Guidelines for the design and testing of Thin Sprayed Linings

Thin Sprayed Liners (TSLs), as well as shotcrete and mesh, are mainly used to provide a better support coverage in mining excavations. While it seems evident that increased support coverage leads to improved stability around mining excavations, it is not obvious how the actual support performance of surface-support liners should be quantified.  The behaviour and performance of TSLs are addressed in this project. On the basis of underground and laboratory work, in combination with numerical modelling results, it was possible to formulate potential instability mechanisms that may be controlled by a TSL. The emphasis in this study is on the mechanical interaction between a TSL and a rock mass and the relevant and associated material properties. While it is acknowledged that a TSL may have other functions, such as the prevention of weathering through sealing, such other functions have not been directly addressed here.
 
The main objective of this project is to formulate a standard testing methodology and to develop testing equipment in order to quantify relevant TSL parameters. During the course of this project, a series of international seminars was organised between the Australian Centre for Geomechanics, the University of the Witwatersrand, and the Université Laval in Canada. The objective of these seminars was also to formulate and reach consensus on internationally acceptable standard testing procedures for TSLs. By actively participating in these seminars, insights were shared between local and international participants. The testing methodology that is presented in this report is therefore not only relevant to South African applications, but is also broadly supported by the international mining community.
 
The support performance of a TSL is largely determined by the substrate onto which it is attached. In addition, a TSL is typically part of a support system that contains other support components such as tendons.
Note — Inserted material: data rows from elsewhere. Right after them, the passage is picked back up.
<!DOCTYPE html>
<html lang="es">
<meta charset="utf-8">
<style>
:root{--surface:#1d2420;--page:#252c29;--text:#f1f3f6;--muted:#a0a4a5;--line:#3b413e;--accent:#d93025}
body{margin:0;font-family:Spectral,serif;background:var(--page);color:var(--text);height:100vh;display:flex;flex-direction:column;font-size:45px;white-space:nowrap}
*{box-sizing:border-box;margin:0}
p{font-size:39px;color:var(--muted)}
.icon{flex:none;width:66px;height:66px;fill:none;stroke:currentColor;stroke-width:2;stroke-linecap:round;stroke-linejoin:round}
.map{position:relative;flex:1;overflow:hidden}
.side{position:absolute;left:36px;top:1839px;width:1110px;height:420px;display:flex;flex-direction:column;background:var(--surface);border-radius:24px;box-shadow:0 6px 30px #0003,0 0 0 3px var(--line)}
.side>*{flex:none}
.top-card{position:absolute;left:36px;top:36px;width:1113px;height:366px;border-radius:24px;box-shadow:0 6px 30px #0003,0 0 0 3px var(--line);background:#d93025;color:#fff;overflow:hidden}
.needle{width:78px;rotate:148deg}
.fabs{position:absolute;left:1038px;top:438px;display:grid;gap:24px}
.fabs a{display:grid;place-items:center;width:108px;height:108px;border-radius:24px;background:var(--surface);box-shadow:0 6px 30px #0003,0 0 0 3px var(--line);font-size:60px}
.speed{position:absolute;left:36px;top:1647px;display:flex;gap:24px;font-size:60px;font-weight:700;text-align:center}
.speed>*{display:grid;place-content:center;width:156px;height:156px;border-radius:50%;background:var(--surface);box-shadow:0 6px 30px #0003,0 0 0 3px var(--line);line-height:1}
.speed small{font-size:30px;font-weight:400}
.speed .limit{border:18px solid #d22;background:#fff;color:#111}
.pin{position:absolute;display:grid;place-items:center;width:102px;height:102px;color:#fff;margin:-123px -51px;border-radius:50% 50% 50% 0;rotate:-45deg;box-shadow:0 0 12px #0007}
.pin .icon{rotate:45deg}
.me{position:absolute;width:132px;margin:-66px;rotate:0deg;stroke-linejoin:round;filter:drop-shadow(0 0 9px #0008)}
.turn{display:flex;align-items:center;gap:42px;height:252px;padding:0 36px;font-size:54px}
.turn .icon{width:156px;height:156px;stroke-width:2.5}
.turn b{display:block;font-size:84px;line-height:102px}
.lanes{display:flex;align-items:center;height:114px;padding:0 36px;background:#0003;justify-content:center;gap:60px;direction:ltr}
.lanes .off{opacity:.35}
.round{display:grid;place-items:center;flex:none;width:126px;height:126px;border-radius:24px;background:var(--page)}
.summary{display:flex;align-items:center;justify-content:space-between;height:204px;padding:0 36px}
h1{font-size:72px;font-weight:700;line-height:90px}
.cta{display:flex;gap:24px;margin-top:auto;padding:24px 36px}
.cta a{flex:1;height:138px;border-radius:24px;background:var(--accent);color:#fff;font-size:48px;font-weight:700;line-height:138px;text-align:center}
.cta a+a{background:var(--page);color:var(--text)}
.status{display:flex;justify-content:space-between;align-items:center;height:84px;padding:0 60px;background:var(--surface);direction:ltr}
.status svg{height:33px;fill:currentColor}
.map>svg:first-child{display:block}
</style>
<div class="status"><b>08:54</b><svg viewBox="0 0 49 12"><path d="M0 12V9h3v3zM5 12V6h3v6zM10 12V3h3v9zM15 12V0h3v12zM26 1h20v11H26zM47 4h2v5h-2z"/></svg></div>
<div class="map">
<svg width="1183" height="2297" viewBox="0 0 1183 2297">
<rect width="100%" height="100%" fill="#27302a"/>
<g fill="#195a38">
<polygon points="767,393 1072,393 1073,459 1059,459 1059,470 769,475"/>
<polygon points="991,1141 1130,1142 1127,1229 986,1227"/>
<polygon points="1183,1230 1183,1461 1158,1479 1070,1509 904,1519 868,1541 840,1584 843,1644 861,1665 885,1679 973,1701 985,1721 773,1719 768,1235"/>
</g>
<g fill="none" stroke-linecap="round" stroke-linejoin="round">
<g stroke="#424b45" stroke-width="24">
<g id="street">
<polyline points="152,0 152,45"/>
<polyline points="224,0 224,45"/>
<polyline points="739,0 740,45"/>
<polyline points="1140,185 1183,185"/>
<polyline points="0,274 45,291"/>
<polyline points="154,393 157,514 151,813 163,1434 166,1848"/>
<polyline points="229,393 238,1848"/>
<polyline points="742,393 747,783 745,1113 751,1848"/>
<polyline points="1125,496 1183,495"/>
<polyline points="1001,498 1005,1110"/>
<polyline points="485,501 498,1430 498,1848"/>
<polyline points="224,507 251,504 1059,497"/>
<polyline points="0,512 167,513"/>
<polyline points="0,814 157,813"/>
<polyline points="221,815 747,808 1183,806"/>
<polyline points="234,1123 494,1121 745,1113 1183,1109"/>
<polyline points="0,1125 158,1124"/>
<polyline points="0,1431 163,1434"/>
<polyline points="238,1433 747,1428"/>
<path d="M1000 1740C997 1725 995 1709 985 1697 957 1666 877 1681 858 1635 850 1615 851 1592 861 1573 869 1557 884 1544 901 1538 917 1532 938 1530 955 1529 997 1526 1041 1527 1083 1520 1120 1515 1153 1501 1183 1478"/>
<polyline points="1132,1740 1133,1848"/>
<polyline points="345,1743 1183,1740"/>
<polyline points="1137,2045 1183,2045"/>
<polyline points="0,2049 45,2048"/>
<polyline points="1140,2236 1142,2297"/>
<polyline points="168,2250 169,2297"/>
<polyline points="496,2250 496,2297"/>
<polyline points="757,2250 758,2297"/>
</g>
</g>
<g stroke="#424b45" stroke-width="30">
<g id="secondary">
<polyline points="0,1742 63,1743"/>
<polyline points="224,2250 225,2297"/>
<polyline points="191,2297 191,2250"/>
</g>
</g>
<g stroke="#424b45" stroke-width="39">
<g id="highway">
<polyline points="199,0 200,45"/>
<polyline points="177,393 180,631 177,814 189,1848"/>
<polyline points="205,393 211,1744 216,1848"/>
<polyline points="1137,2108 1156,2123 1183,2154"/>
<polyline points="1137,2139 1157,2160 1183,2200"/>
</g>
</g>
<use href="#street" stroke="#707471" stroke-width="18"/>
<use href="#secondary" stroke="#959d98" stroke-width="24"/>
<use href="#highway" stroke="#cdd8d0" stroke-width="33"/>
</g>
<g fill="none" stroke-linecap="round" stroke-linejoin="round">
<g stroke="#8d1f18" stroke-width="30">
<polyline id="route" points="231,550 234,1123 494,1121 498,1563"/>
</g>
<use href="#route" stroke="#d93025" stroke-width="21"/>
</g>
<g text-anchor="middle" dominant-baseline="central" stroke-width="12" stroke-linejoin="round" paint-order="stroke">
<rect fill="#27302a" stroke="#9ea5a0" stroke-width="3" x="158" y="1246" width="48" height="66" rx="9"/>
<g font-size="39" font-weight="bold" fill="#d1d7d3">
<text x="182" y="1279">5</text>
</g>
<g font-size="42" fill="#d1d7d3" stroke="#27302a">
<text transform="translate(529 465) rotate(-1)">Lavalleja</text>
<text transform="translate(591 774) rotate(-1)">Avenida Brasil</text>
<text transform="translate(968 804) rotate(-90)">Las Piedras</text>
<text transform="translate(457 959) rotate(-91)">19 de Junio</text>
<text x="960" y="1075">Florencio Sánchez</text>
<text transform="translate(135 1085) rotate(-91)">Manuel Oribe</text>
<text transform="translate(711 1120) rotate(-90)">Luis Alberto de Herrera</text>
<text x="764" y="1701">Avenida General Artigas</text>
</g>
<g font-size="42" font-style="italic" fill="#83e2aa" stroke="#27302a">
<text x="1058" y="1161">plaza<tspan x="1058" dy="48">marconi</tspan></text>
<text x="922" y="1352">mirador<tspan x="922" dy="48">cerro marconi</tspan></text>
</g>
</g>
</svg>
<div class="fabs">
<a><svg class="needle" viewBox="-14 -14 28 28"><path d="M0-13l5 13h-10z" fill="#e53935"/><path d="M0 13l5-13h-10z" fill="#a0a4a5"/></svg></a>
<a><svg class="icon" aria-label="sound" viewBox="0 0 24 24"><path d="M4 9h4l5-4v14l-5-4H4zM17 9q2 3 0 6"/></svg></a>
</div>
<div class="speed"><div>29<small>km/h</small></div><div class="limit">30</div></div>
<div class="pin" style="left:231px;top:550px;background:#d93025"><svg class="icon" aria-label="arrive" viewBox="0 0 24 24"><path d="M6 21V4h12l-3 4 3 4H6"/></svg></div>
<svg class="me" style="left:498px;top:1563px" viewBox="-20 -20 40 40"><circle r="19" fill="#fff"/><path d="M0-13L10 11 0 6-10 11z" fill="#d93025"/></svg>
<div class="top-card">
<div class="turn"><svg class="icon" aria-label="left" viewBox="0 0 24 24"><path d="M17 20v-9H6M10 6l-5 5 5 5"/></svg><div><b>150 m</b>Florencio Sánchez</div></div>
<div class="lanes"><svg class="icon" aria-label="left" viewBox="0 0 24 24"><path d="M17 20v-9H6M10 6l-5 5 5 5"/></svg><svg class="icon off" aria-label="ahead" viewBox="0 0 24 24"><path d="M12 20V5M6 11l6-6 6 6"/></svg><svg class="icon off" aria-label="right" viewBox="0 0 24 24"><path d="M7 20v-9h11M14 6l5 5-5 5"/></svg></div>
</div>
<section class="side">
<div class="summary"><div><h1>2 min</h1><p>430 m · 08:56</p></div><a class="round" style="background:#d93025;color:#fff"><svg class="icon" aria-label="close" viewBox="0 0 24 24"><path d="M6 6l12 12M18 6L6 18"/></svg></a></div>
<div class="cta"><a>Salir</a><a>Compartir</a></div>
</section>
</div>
The requirements for a TSL are therefore strongly associated with the detailed morphology of the substrate as well as with the characteristics of the other support components. A simple mechanical model that quantifies the interaction between a TSL, the substrate, and the retaining support is described in this report. With the aid of this model, the required TSL parameters can, in principle, be quantified.
 
One of the most revealing findings from this project was the strongly time-dependent behaviour of some of the TSL products. In essence, the strength of such products is directly associated with the duration of loading, and strength therefore needs to be carefully defined in those products. High strength and high stiffness are associated with rapid loading, while relatively low strength and stiffness are associated with slow loading. Loading rate is thus extremely relevant when the strength and stiffness of a particular material are being determined. The testing equipment that was developed for this project is capable of subjecting test specimens to variable loading rates. The proposed standard testing procedure requires the specification of loading rate in a tension test.
 
Two standard tests were formulated, namely a tension test and an adhesion test. 
 
The test procedures have been optimised based on laboratory and underground testing and guidelines for the standard testing procedures are presented in the report. The adhesion test was designed for in situ evaluations as well and can be used to assess the underground performance in relation to potential performance under laboratory conditions. While it is not the intention here to prescribe detailed requirements for TSL products, it is apparent from this study that only tough and strong bonding materials are capable of providing effective support resistance when large deformations need to be accommodated. However, certain brittle and stiff materials may provide very effective support when they are not subjected to large deformations. In fact, the perception that large deformations need to be accommodated seems to be misplaced in many of the observed cases. It is therefore important that any potential application is carefully assessed.